What I’ve come to understand is that discernment is perception without judgment and neutrality, being neutral, is the key.
Whatever is, is, right? You can certainly discern someone’s actions without making a judgment about it, you can stay neutral. It’s work, but you can do it!. Without judging what is in front of you, you accept and thereby enter into the consciousness of a higher order. To just be with what is, instead of judging it, makes us kinder, gentler human beings.
Every year on my birthday, for the past 50 years or so, there is a different theme I work on through the year, from birthday to birthday. Some years ago that path for the year was for me to begin to learn how to exercise non-judgment. I remember thinking “What’s that?” and then I remember telling a friend of mine about this path for the year and watching her laugh out loud at the very idea. “You can’t do that!” she said, “How the heck can you do that? Everything is a judgment one way or the other.” Being an attorney, I thought, “Yeah, you know, that’s hard! How the heck am I going to do that?!”
Well, you know what? Over the course of that year I learned the truth of the matter and discovered the difference between judgment, discernment, observation and neutrality. I found out for myself, through being mindful and working on not judging myself, other people, and everything, as much as humanly possible, that an understanding arose within me that everything just is what it is doing what it does. I stepped off that wheel of judging everything in my life as good or bad or right or wrong or whatever, and I learned the joy that comes from releasing judgment. It’s with the concepts of discernment, perception, observation and neutrality that we can begin to change up our need to “judge” ourselves, each other and everything.

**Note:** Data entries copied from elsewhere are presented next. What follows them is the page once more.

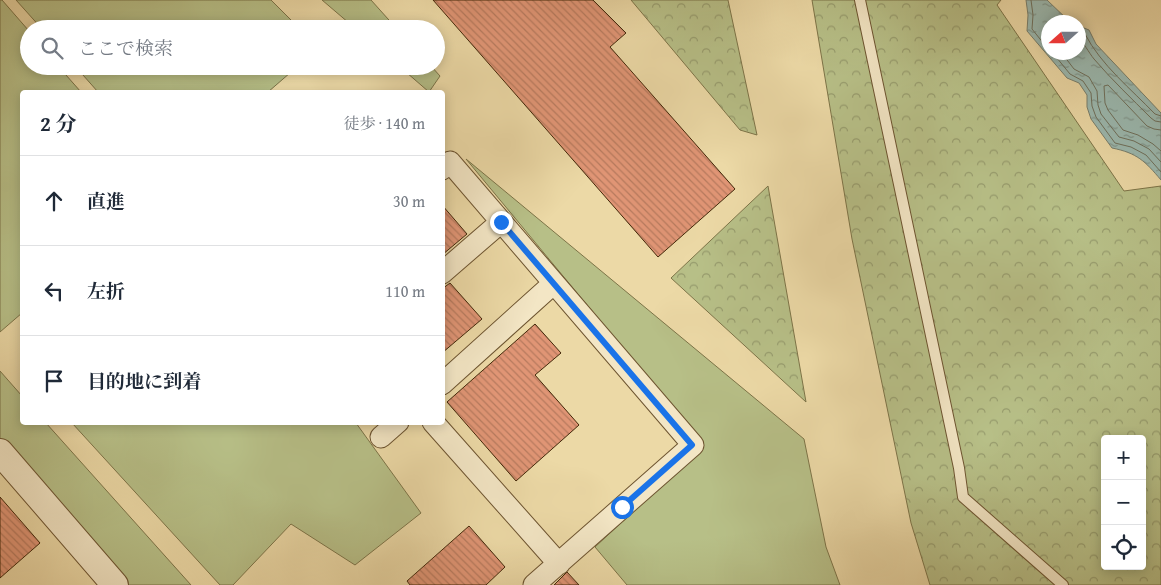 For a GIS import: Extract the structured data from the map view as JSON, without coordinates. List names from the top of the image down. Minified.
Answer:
{"north":"left","page":{"search":"ここで検索","heading":["2 分","徒歩 · 140 m"],"list":[["直進","30 m"],["左折","110 m"],"目的地に到着"],"map_buttons":["+","−"]}} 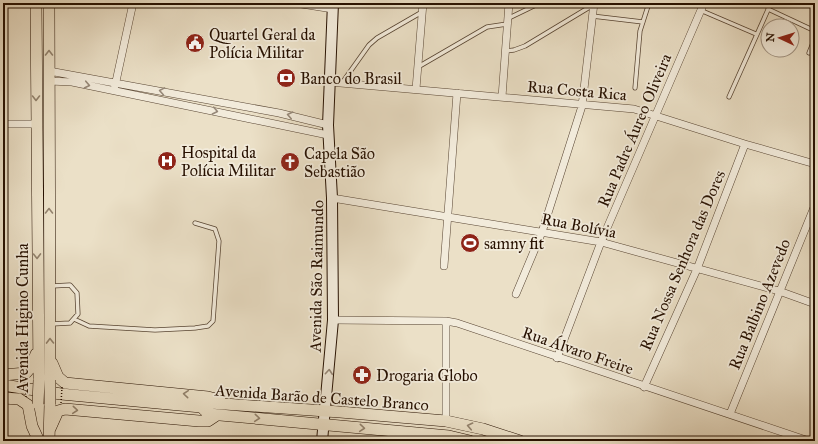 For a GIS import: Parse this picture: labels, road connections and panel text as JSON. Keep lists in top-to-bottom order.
{
  "streets": {
    "main road": ["Avenida Higino Cunha", "Avenida Barão de Castelo Branco"],
    "street": [
      "Rua Costa Rica",
      "Rua Padre Áureo Oliveira",
      "Rua Bolívia",
      "Rua Nossa Senhora das Dores",
      "Avenida São Raimundo",
      "Rua Balbino Azevedo",
      "Rua Álvaro Freire"
    ]
  },
  "crossings": [
    ["Rua Costa Rica", "Rua Padre Áureo Oliveira"],
    ["Rua Costa Rica", "Rua Nossa Senhora das Dores"],
    ["Rua Costa Rica", "Avenida São Raimundo"],
    ["Rua Padre Áureo Oliveira", "Rua Bolívia"],
    ["Rua Padre Áureo Oliveira", "Rua Álvaro Freire"],
    ["Rua Bolívia", "Rua Nossa Senhora das Dores"],
    ["Rua Bolívia", "Avenida São Raimundo"],
    ["Rua Bolívia", "Rua Balbino Azevedo"],
    ["Rua Nossa Senhora das Dores", "Rua Álvaro Freire"],
    ["Avenida São Raimundo", "Rua Álvaro Freire"],
    ["Avenida São Raimundo", "Avenida Barão de Castelo Branco"],
    ["Rua Balbino Azevedo", "Rua Álvaro Freire"]
  ],
  "places": {
    "public building": ["Quartel Geral da Polícia Militar"],
    "bank": ["Banco do Brasil"],
    "hospital": ["Hospital da Polícia Militar"],
    "church": ["Capela São Sebastião"],
    "sports": ["samny fit"],
    "pharmacy": ["Drogaria Globo"]
  },
  "north": "left"
} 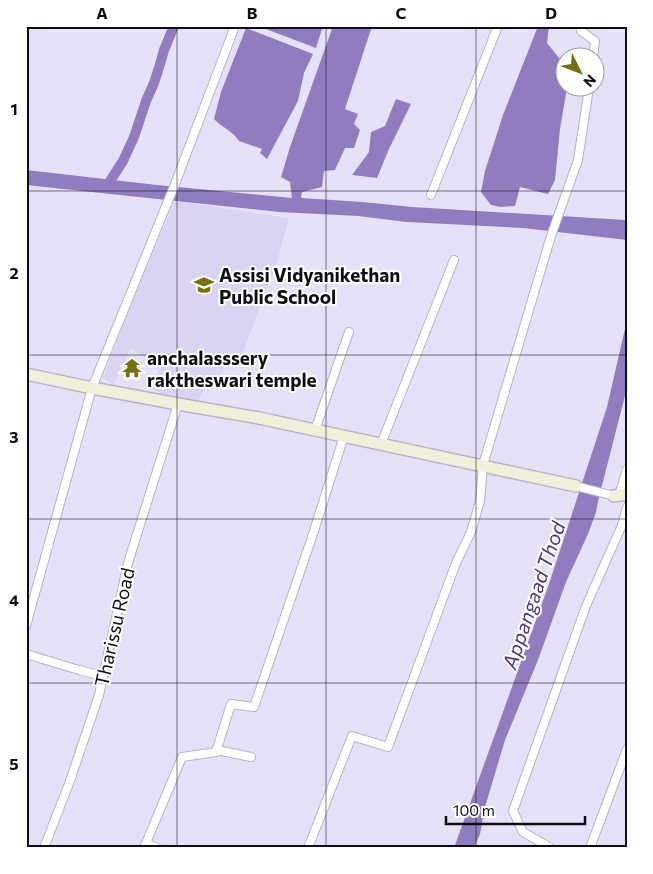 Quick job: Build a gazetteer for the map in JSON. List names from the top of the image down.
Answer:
{
  "streets": {
    "street": ["Tharissu Road"]
  },
  "water": ["Appangaad Thod"],
  "places": {
    "school or university": ["Assisi Vidyanikethan Public School"],
    "temple": ["anchalasssery raktheswari temple"]
  },
  "scale_bar": "100 m",
  "north": "bottom right",
  "grid": {
    "columns": [
      "A",
      "B",
      "C",
      "D"
    ],
    "rows": [
      "1",
      "2",
      "3",
      "4",
      "5"
    ]
  }
}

So consider taking this theory into your professional and personal worlds. How would it be if you approach your work world from a perspective of non-judgment? Talk about a stress reducer! Consider how it would impact your life if you could cultivate the ability to consistently do your best and show yourself and others compassion and understanding, no matter the result of a situation. You might find you feel much better.
Maybe worth experimenting with, eh?
Judging is a natural and reasonable action; resides at a profound level of human nature, but we also know that judgment jeopardizes the effectiveness of the helping relationship. The propensity to judge often prevails over the possibility of understanding the other’s reasons. There is less space dedicated to listening which seems aimed at expressing judgment rather than towards authentic understanding.
So if we want to suspend the judgment we have to find an individual path, a method that can put us in a position to contain and control our congenital way of living together and depending on being judgmental.
As regards the legal and normative judgment, in the current social conscience the feeling of compassion or pity is incompatible with the conduct of suppression of human life.
Darity, in the beginning of your article the statement based on Merriam Webster definition of judgment, and its careful opinions to bring about thoughtful judgment struck me in a way that I immediately thought; how many times have people really taken that much time to think before passing judgment! Many times I have experienced such. Great Article.
Very interesting! Thank you Darity!
Very interesting article, Darity. We are taught not to pass judgment on others. When we pass judgment on others it is often based on our feelings, prejudices and so on. As far as passing judgment on ourselves it can be biased for or against ourselves. The only judge who is qualified to pass judgment is G-d as only he can decide a person’s fate. When a legal judgment (i.e. the death penalty) is handed down it should be with compassion but the issue in a case like this does a person who wilfully killed somebody or acted in a manner that caused the death of another we must take into account the compassion for the victim and their survivors. It is right to be compassionate and as non-judgemental as possible.